Yakel J L, Trussell L O, Jackson M B
Department of Biology, University of California, Los Angeles 90024.
J Neurosci. 1988 Apr;8(4):1273-85. doi: 10.1523/JNEUROSCI.08-04-01273.1988.
Serotonin (5-HT) produced 3 different types of responses in neurons of mouse hippocampal and striatal cell cultures. These 3 responses have been characterized in terms of their pharmacological specificity, physiological mechanism, and dependence on cytoplasmic components. The most frequently observed response was inhibitory and was the result of a receptor-mediated activation of an inwardly rectifying potassium conductance. Typically, the response peaked within 1-3 sec of agonist application and did not exhibit desensitization. 5-Methoxy-N,N-dimethyltryptamine also produced this response in both striatal and hippocampal cultures and had no effect on the other 5-HT currents observed in this study. The selective 5-HT agonists--8-hydroxy-2-(di-n-propylamino)-tetralin, 1-(m-chlorophenyl) piperazine, and 1-(2-methoxyphenyl) piperazine--did not activate this outward current response. Methysergide did not block the 5-HT-activated outward current and often acted as an agonist. The response was lost in low-series-resistance recordings which facilitate solution exchange between the patch electrode and the cell. The loss of this response was prevented by using high-resistance patch electrodes, which retard this exchange. The 2 other responses described in this study were excitatory. They were seen less often than the inhibitory response. One of the excitatory responses was fast, with a time to peak of approximately 200 msec and a duration of 2-4 sec. The other was slow, with a time to peak of 7-10 sec and a duration of approximately 30-40 sec. Both of these responses were accompanied by a conductance increase. The fast excitatory response reversed at depolarized potentials and desensitized with a rate that varied with voltage. Metoclopramide and d-tubocurarine completely and reversibly blocked this fast excitatory response, while methysergide had no effect. The fast excitatory response was not lost during intracellular dialysis of cells in cultures from either striatum or hippocampus. In cultures from both brain regions, the slow excitatory response was blocked by methysergide. The slow excitatory response was lost even in patch-clamp recordings with high-resistance electrodes. This response was similar to responses to dopamine, norepinephrine, and forskolin, all of which are known to activate adenylate cyclase in the CNS.

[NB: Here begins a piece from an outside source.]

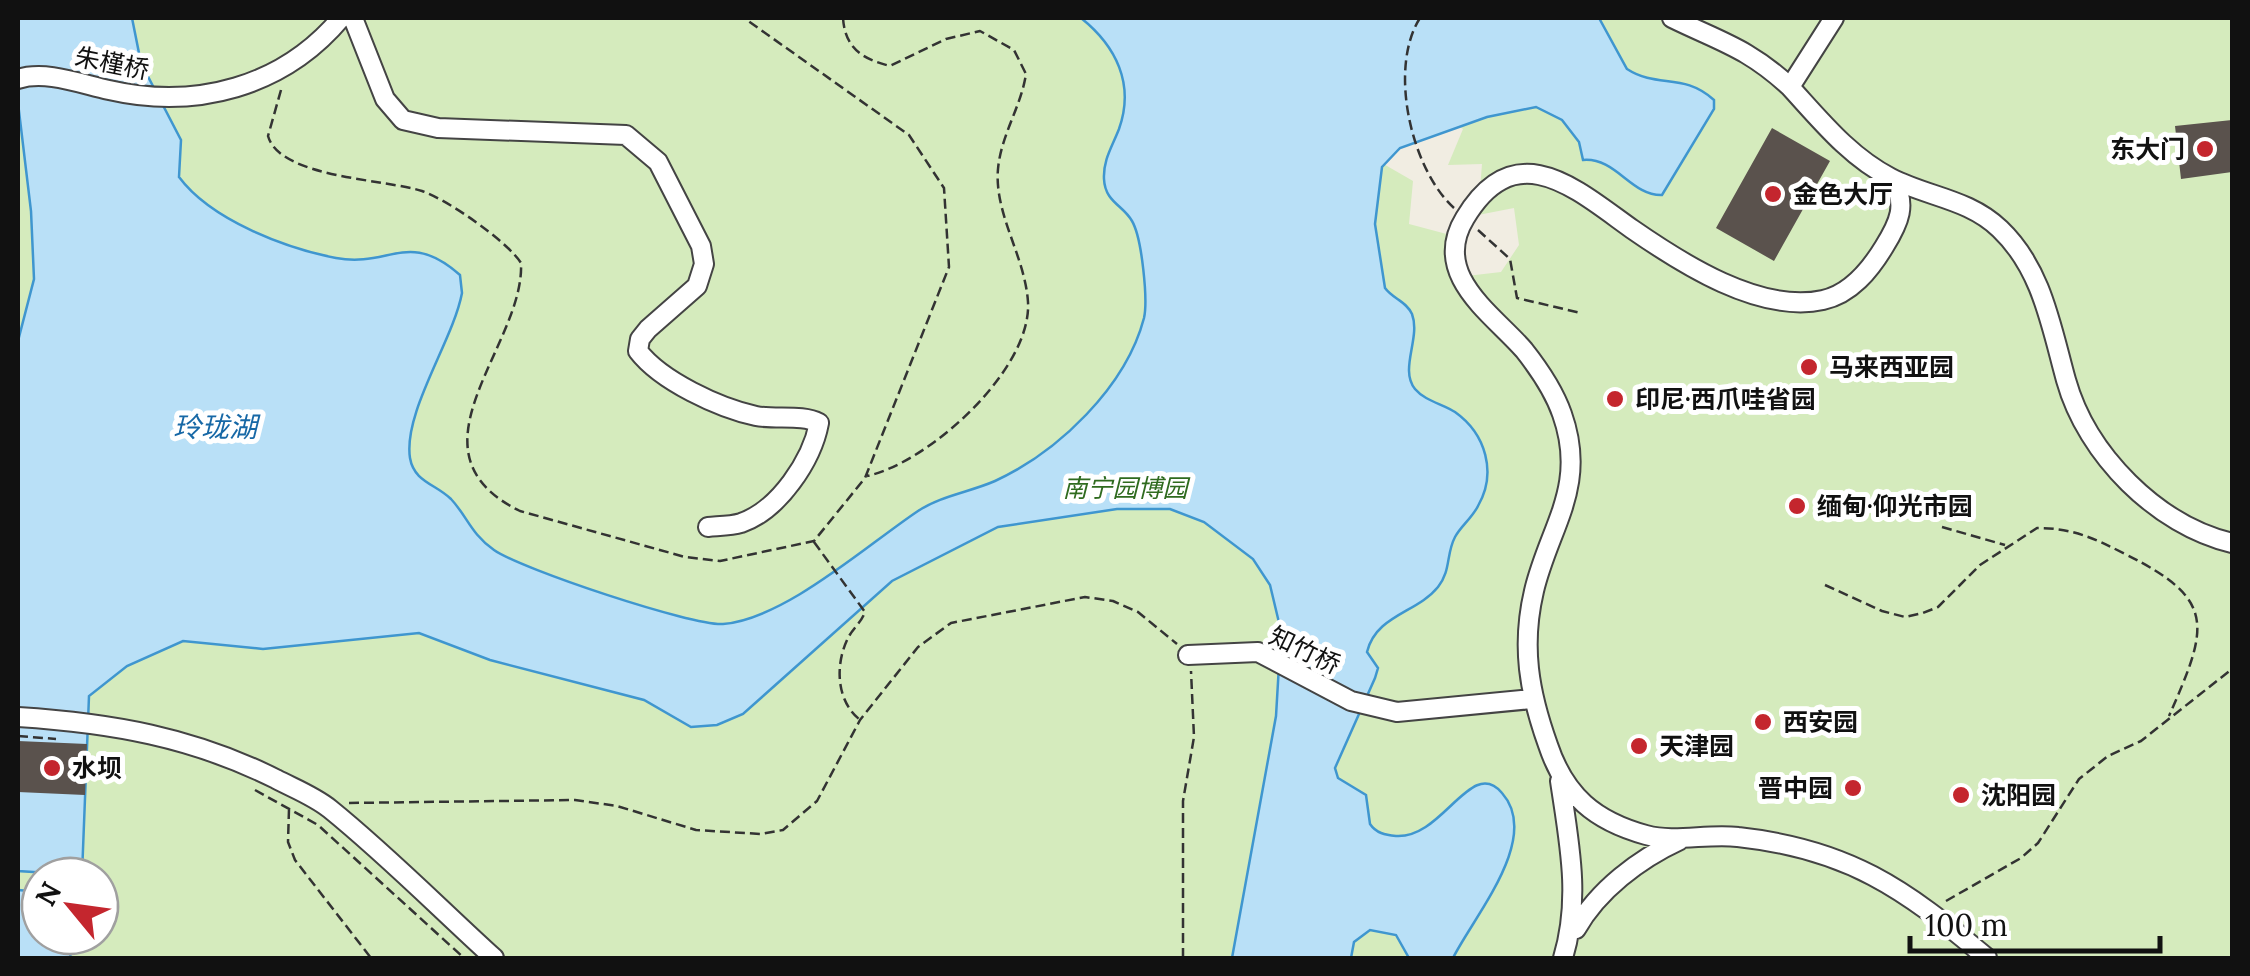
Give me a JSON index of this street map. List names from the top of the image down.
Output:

血清素(5-羟色胺,5-HT)在小鼠海马体和纹状体细胞培养的神经元中产生了3种不同类型的反应。这3种反应已根据其药理学特异性、生理机制以及对细胞质成分的依赖性进行了表征。最常观察到的反应是抑制性的,是由受体介导的内向整流钾电导激活所致。通常,该反应在应用激动剂后1 - 3秒内达到峰值,且未表现出脱敏现象。5-甲氧基-N,N-二甲基色胺在纹状体和海马体培养物中也产生了这种反应,并且对本研究中观察到的其他5-HT电流没有影响。选择性5-HT激动剂——8-羟基-2-(二正丙基氨基)四氢萘、1-(间氯苯基)哌嗪和1-(2-甲氧基苯基)哌嗪——并未激活这种外向电流反应。麦角新碱并未阻断5-HT激活的外向电流,且常常起激动剂的作用。在低串联电阻记录中这种反应消失了,低串联电阻记录有利于膜片电极与细胞之间的溶液交换。使用高电阻膜片电极可防止这种反应的消失,高电阻膜片电极会减缓这种交换。本研究中描述的另外2种反应是兴奋性的。它们比抑制性反应少见。其中一种兴奋性反应较快,达到峰值的时间约为200毫秒,持续时间为2 - 4秒。另一种较慢,达到峰值的时间为7 - 10秒,持续时间约为30 - 40秒。这两种反应都伴随着电导增加。快速兴奋性反应在去极化电位时反转,并以随电压变化的速率脱敏。甲氧氯普胺和d-筒箭毒碱完全且可逆地阻断了这种快速兴奋性反应,而麦角新碱则没有作用。在来自纹状体或海马体培养物的细胞进行细胞内透析期间,快速兴奋性反应并未消失。在来自这两个脑区的培养物中,缓慢兴奋性反应被麦角新碱阻断。即使在使用高电阻电极的膜片钳记录中,缓慢兴奋性反应也会消失。这种反应类似于对多巴胺、去甲肾上腺素和福斯高林的反应,已知所有这些物质都会在中枢神经系统中激活腺苷酸环化酶。